Data records

***

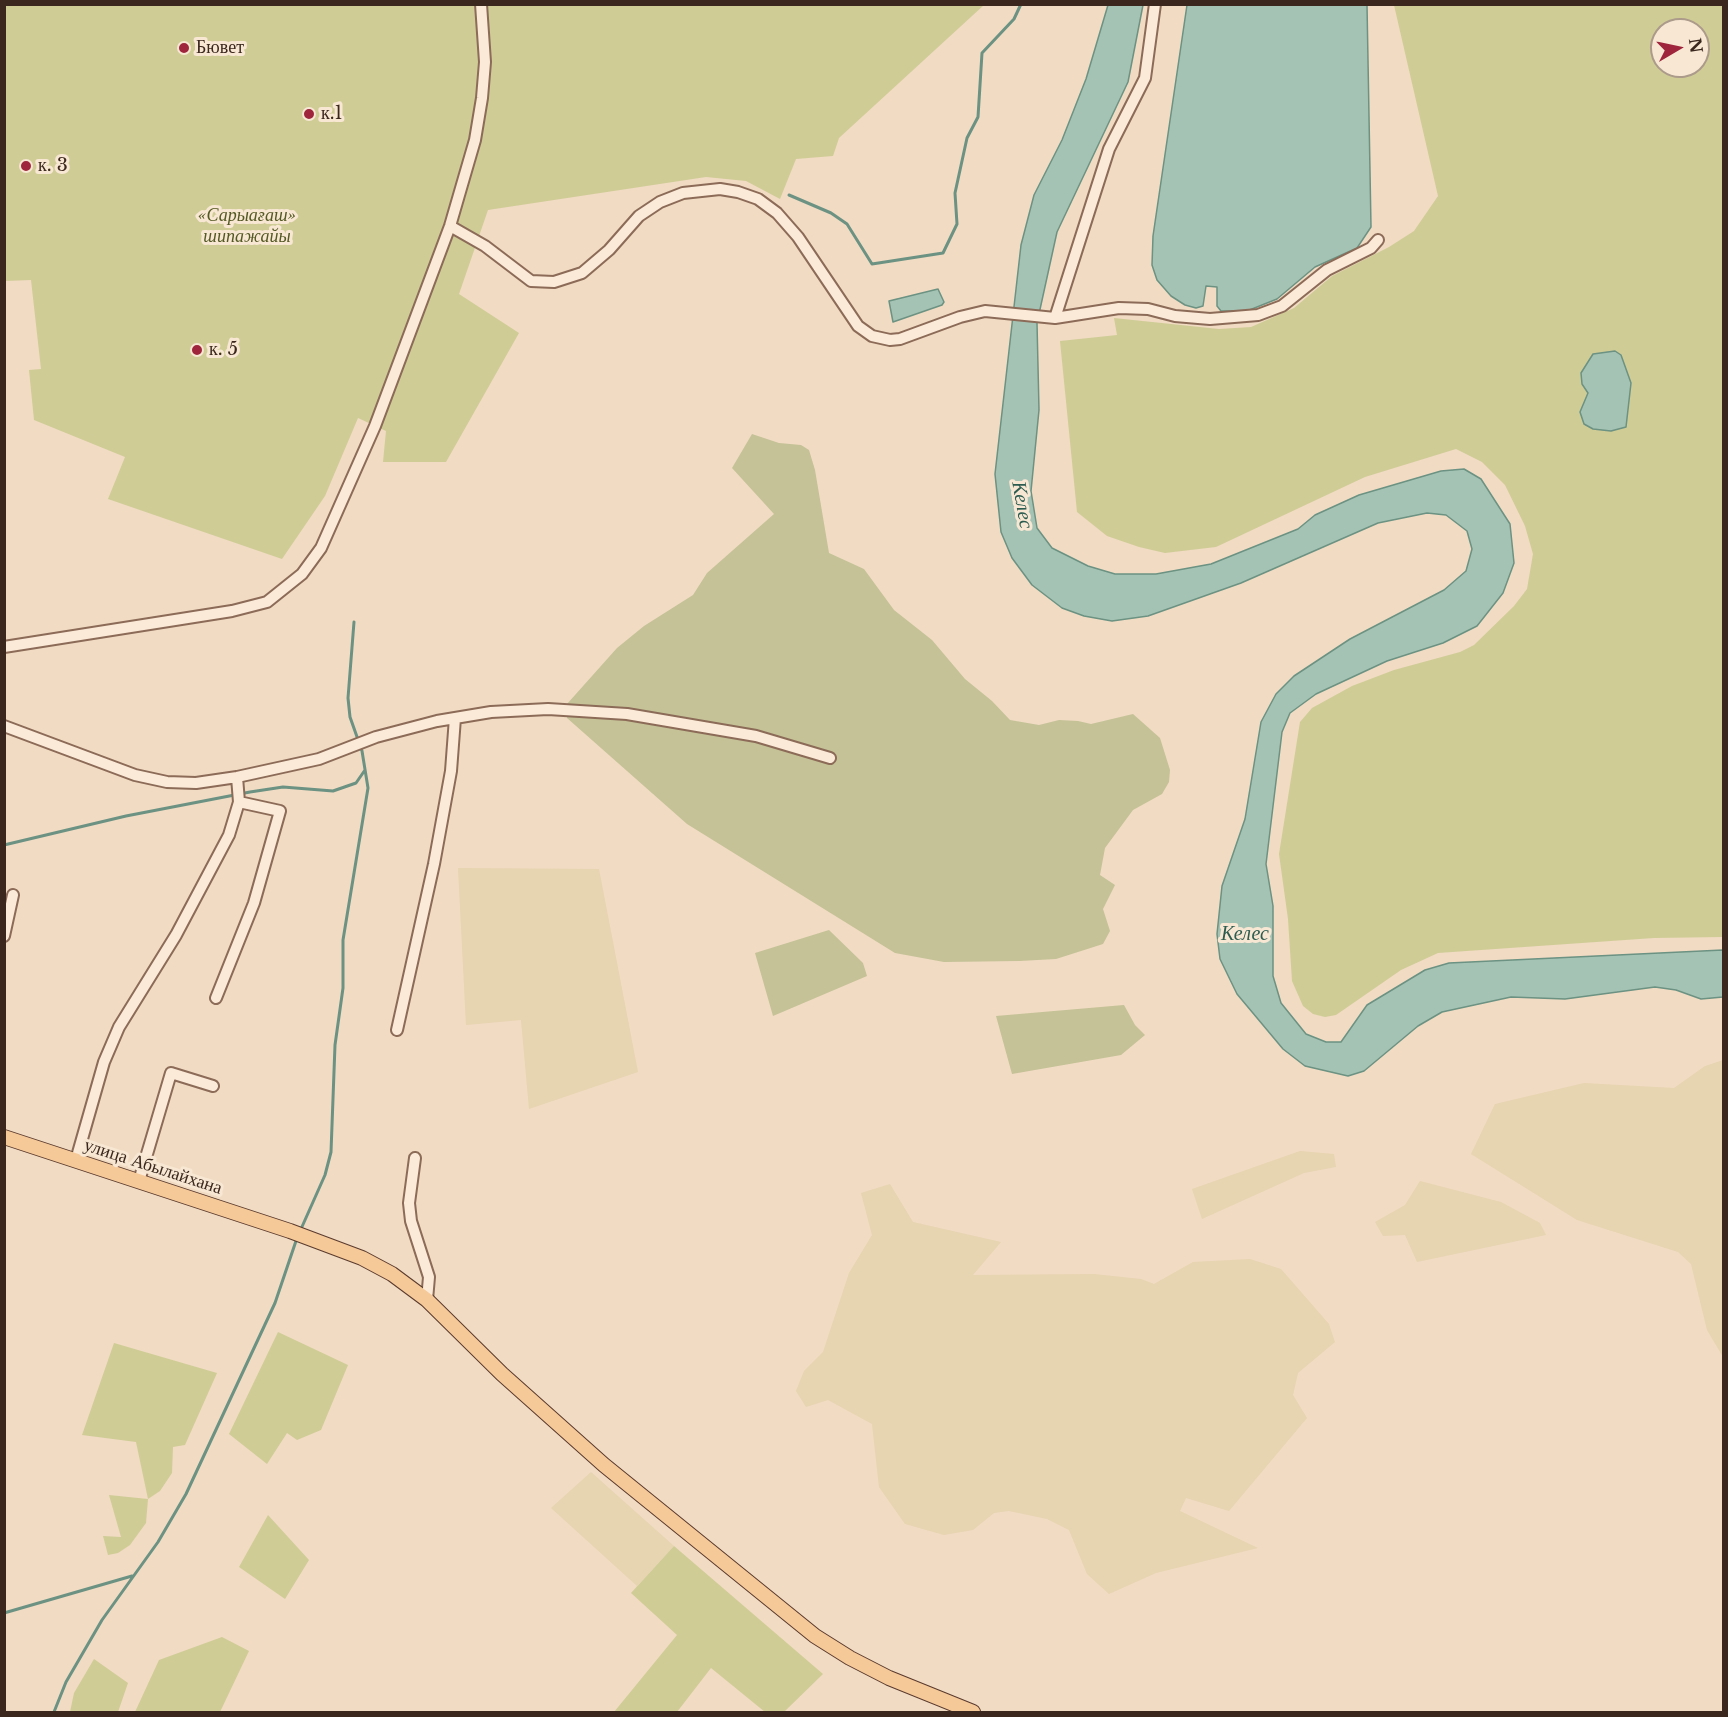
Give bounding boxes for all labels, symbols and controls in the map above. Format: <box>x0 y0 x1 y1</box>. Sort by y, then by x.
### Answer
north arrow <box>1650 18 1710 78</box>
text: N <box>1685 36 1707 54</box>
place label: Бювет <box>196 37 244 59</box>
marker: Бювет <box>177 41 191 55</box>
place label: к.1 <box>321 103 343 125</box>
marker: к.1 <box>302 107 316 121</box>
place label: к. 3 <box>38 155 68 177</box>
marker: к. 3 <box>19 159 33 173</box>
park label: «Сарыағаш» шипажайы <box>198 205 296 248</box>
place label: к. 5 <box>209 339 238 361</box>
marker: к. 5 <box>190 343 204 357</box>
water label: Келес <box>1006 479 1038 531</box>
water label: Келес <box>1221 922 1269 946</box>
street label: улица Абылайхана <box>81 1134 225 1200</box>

***

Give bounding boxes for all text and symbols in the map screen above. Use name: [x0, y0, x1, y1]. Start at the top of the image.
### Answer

***

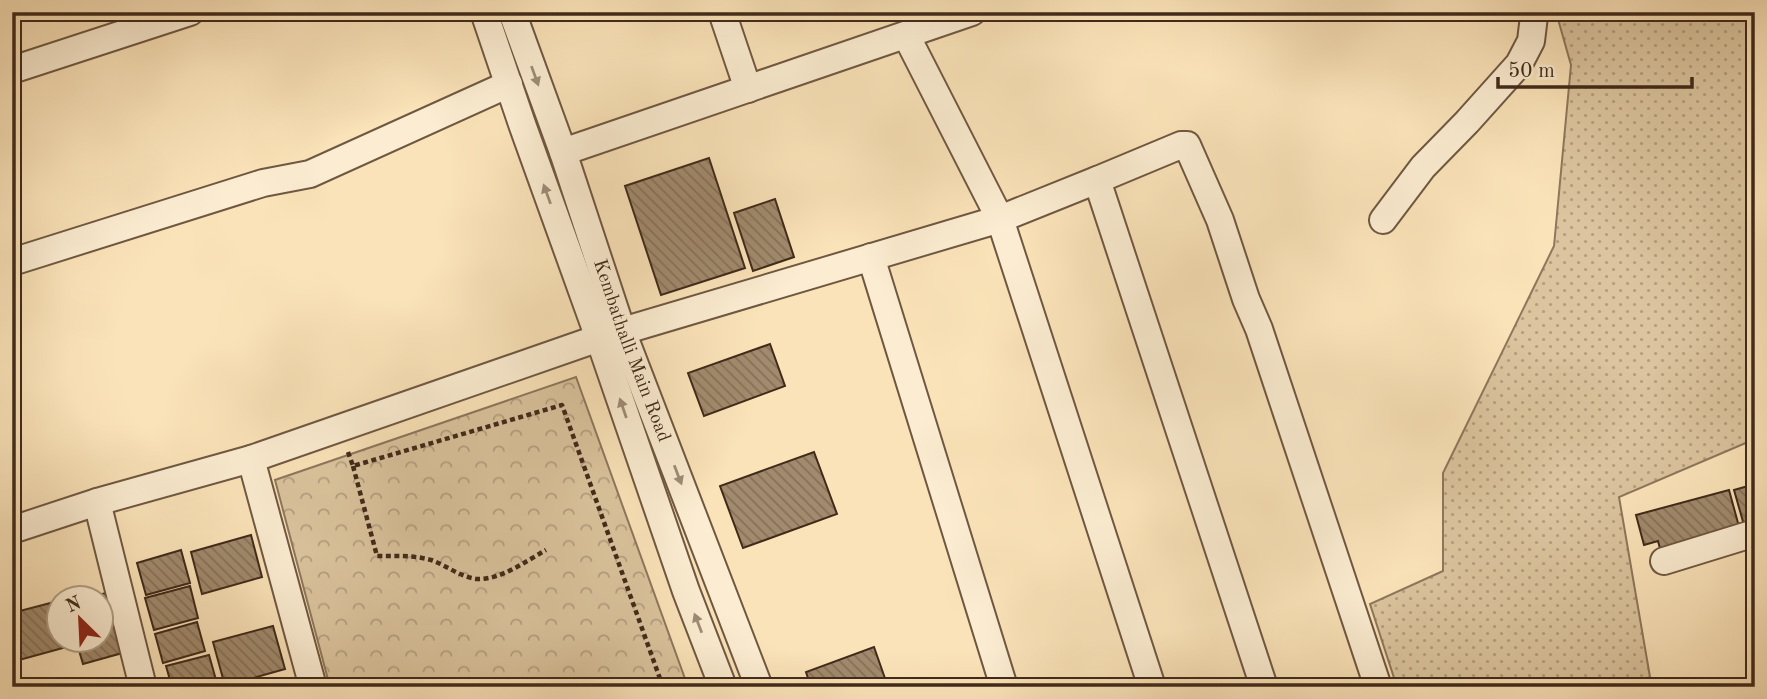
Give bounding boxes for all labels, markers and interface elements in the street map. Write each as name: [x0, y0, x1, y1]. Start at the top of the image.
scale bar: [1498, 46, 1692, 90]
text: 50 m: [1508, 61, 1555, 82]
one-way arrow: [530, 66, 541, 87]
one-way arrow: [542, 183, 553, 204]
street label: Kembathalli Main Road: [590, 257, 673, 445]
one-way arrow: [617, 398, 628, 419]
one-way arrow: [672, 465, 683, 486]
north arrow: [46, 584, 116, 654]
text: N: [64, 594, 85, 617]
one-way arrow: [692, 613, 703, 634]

***

About this task
Respond with one number only: how many lines of the data contain "above".

Answer to this task
2